Play other artists’ music.
Play in Cover bands: this is an ancient and honourable part of the minstrels’ role in society and a good wedding/party band can save you from having to get a day job, which in turn frees up time for writing and pursuing that royalty-based income referred to in Part 1. Why do so many musicians believe that this is “beneath” them? Look at paintings and read descriptions of such social and cultural events (both public and private) throughout history: what do they all have in common? The presence of a musician or group of musicians, the minstrels in the gallery. As pop music emerges from that short period in which the sales of recorded music dominated the business of musicking and encouraged musicians to think that playing their own material was the only way to be successful, these more ancient functions of the musician are being re-evaluated. Many of the great composers played this dual role in their lifetimes, playing (and sometimes writing) songs and dances for their patron to earn a living and writing their “art” music in their spare time.

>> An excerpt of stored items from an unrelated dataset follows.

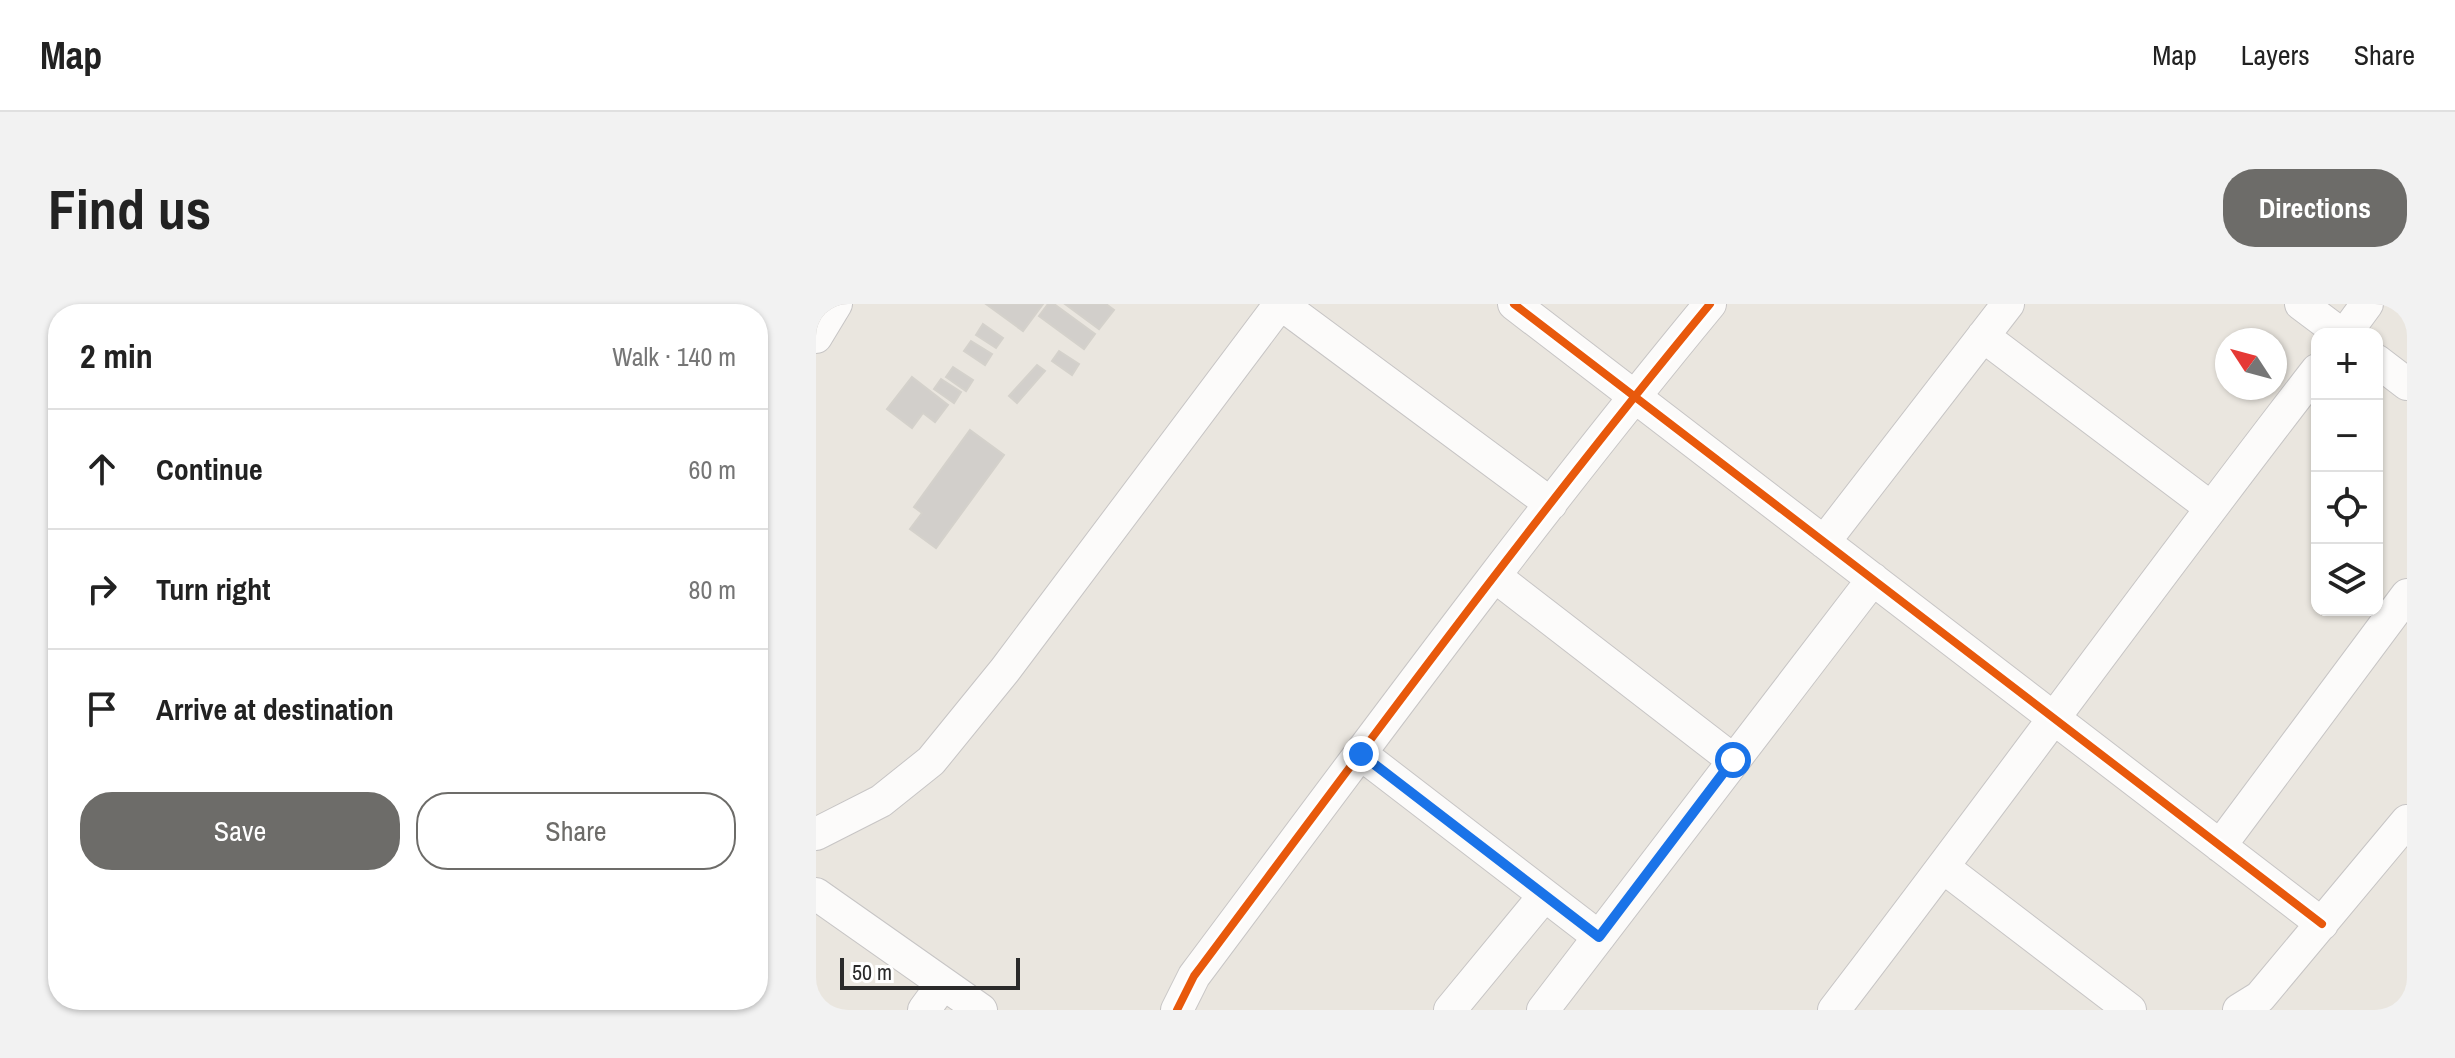 <!DOCTYPE html>
<html lang="en">
<head>
<meta charset="utf-8">
<style>
	:root { --surface:#fff; --page:#f2f2f2; --text:#222; --muted:#767676; --line:#e0e0e0; --accent:#6d6c69 }
	body { margin:0; font-family:"Archivo Narrow",sans-serif; background:var(--page); color:var(--text) }
	.controls { position:absolute; right:24px; top:24px; display:grid; overflow:hidden; border-radius:16px; box-shadow:0 2px 6px #0004 }
	.controls button { width:72px; height:72px; display:grid; place-items:center; padding:0; border:0; border-bottom:2px solid var(--line); background:var(--surface); color:var(--text); font:40px sans-serif }
	.compass { position:absolute; left:1399px; top:24px; width:72px; height:72px; border-radius:50%; background:var(--surface); box-shadow:0 2px 6px #0004; rotate:306deg }
	.scale { position:absolute; left:24px; bottom:20px; width:180px; box-sizing:border-box; padding-left:8px; border:4px solid #2a2a2a; border-top:0; font-size:22px; line-height:28px; white-space:nowrap; color:#2a2a2a; -webkit-text-stroke:6px #fff; paint-order:stroke }
	.stop { position:absolute; width:24px; height:24px; margin:-18px; border:6px solid #1a73e8; border-radius:50%; background:#fff }
	.stop.end { background:#1a73e8; border-color:#fff; box-shadow:0 2px 8px #0008 }
	.list { margin:0; padding:0; list-style:none }
	h2 { display:flex; justify-content:space-between; align-items:center; height:104px; margin:0; padding:0 32px; font-size:34px }
	h2 small { font-size:26px; font-weight:400; color:var(--muted) }
	.list li { display:grid; grid-template-columns:52px 1fr auto; gap:24px; align-items:center; box-sizing:border-box; height:120px; padding:0 32px; border-top:2px solid var(--line) }
	.list b { display:block; font-size:30px; white-space:nowrap }
	.list em { font-size:26px; font-style:normal; color:var(--muted) }
	.actions { display:flex; gap:16px; padding:24px 32px }
	.actions a { flex:1; padding:18px 0; border:2px solid var(--accent); border-radius:32px; text-align:center; font-size:28px; color:var(--accent) }
	.actions .main { background:var(--accent); color:#fff }
	.icon { flex:none; width:44px; height:44px; fill:none; stroke:currentColor; stroke-width:2; stroke-linecap:round; stroke-linejoin:round }
	.map { position:relative; flex:none; width:1591px; height:706px; overflow:hidden; border-radius:32px }
	header { display:flex; align-items:center; gap:48px; box-sizing:border-box; height:112px; padding:0 40px; background:var(--surface); border-bottom:2px solid var(--line) }
	header strong { font-size:38px }
	nav { display:flex; gap:44px; margin-inline-start:auto; font-size:28px }
	.intro { display:flex; align-items:center; justify-content:space-between; box-sizing:border-box; height:192px; padding:0 48px }
	h1 { margin:0; font-size:56px }
	.button { padding:20px 36px; border-radius:32px; background:var(--accent); color:#fff; font-size:28px; font-weight:700 }
	main { display:flex; gap:48px; padding:0 48px }
	aside { flex:1; background:var(--surface); border-radius:32px; box-shadow:0 2px 6px #0004 }
	.map>svg:first-child { display:block }
</style>
</head>
<body>
<header>
<strong>Map</strong>
<nav><a>Map</a><a>Layers</a><a>Share</a></nav>
</header>
<div class="intro"><h1>Find us</h1><a class="button">Directions</a></div>
<main>
<aside>
<h2>2 min<small>Walk · 140 m</small></h2>
<ul class="list">
<li><svg class="icon" aria-label="ahead" viewBox="0 0 24 24"><path d="M12 20V5M6 11l6-6 6 6"/></svg><div><b>Continue</b></div><em>60 m</em></li>
<li><svg class="icon" aria-label="right" viewBox="0 0 24 24"><path d="M7 20v-9h11M14 6l5 5-5 5"/></svg><div><b>Turn right</b></div><em>80 m</em></li>
<li><svg class="icon" aria-label="arrive" viewBox="0 0 24 24"><path d="M6 21V4h12l-3 4 3 4H6"/></svg><div><b>Arrive at destination</b></div></li>
</ul>
<div class="actions"><a class="main">Save</a><a>Share</a></div>
</aside>
<div class="map">
<svg width="1591" height="706" viewBox="0 0 1591 706">
	<rect width="100%" height="100%" fill="#eae6df"/>
	<!-- building -->
	<path fill="#d2cfcb" stroke="#d4d1cb" stroke-width="2" d="M170,0H227L207,27Z
		M232,0H238L279,30L268,45L223,12Z
		M249,0H290L298,6L283,25Z
		M167,20L187,34L180,44L160,31Z
		M155,37L176,50L169,61L148,47Z
		M243,47L263,60L256,71L236,57Z
		M221,61L229,67L201,99L193,92Z
		M137,63L157,76L150,87L130,73Z
		M96,73L132,101L119,118L107,109L96,124L71,105Z
		M125,75L145,88L138,99L118,85Z
		M154,126L188,151L120,244L94,225L106,209L98,203Z"/>
	<g fill="none" stroke-linecap="round" stroke-linejoin="round">
		<defs>
			<path id="minor" d="M465,0L735,200
				M698,0L1506,620
				M1485,0L1525,30
				M1529,30L1551,0
				M1167,32L1394,203
				M0,33L20,0
				M1561,57L1591,80
				M1008,238L1192,0
				M680,273L917,456
				M545,450L783,633
				M0,530L65,497L115,457L189,366L464,0
				M1404,542L1591,291
				M1127,563L1314,706
				M0,590L165,706
				M108,706L127,680
				M361,706L378,672C547,446 714,218 894,0
				M634,706L728,592
				M727,706L1057,275
				M1018,706C1181,494 1337,277 1501,66
				M1423,706L1444,693L1591,517"/>
		</defs>
		<!-- minor casing -->
		<use href="#minor" stroke="#c7c5c5" stroke-width="34"/>
		<!-- minor -->
		<use href="#minor" stroke="#fcfbfa" stroke-width="32"/>
		<defs>
			<path id="cycleway" d="M698,0L1506,620
				M361,706L378,672C547,446 714,218 894,0"/>
		</defs>
		<!-- cycleway casing -->
		<use href="#cycleway" stroke="#fff" stroke-width="13"/>
		<!-- cycleway -->
		<use href="#cycleway" stroke="#e8590c" stroke-width="8"/>
	</g>
	<g fill="none" stroke-linecap="round" stroke-linejoin="round">
		<!-- route -->
		<path stroke="#1a73e8" stroke-width="10" d="M545,450L783,633L917,456"/>
	</g>
</svg>
<div class="controls">
<button>+</button>
<button>−</button>
<button><svg class="icon" aria-label="locate" viewBox="0 0 24 24"><circle cx="12" cy="12" r="6"/><path d="M12 2v4M12 18v4M2 12h4M18 12h4"/></svg></button>
<button><svg class="icon" aria-label="layers" viewBox="0 0 24 24"><path d="M12 4l9 5-9 5-9-5zM3 14l9 5 9-5"/></svg></button>
</div>
<svg class="compass" viewBox="-18 -18 36 36"><path d="M0-13l5 13h-10z" fill="#e53935"/><path d="M0 13l5-13h-10z" fill="#767676"/></svg>
<div class="scale">50 m</div>
<div class="stop" style="left:917px;top:456px"></div>
<div class="stop end" style="left:545px;top:450px"></div>
</div>
</main>
</body>
</html>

I first played at a Jewish wedding somewhat late in life compared to most jobbing musicians, but as I sat there chonking out offbeats in D Minor I realised that this music had been played at this kind of event for millennia: it was and is part of the cultural context in which weddings, bar mitzvahs, funerals, take place. Such vernacular music also forms a kind of cultural “shorthand:” a quick reference point for universal truths of that culture. Watch what happens when you play “I Will Survive” at a party or wedding: every woman in the room, regardless of their native language, knows that song and celebrates its meaning to them by belting out the words and pointing at the men in the room as they do so.
You could also develop a solo act, maybe an instrumental repertoire to accompany dinners or a “tribute” act to a favourite artist. Again, this is a traditional function of the musician: someone once described the London Philharmonic Orchestra as “a Beethoven tribute act one week, a Mozart tribute act the next…” It is as dignified a role as having a hit record (if there is such a thing any more!)
A solo repertoire enables you to earn money even if there is no budget for a band: you can work alone, travel light and fast, and be independent. Some musicians develop extremely sophisticated solo shows featuring loopers, while some work completely unplugged.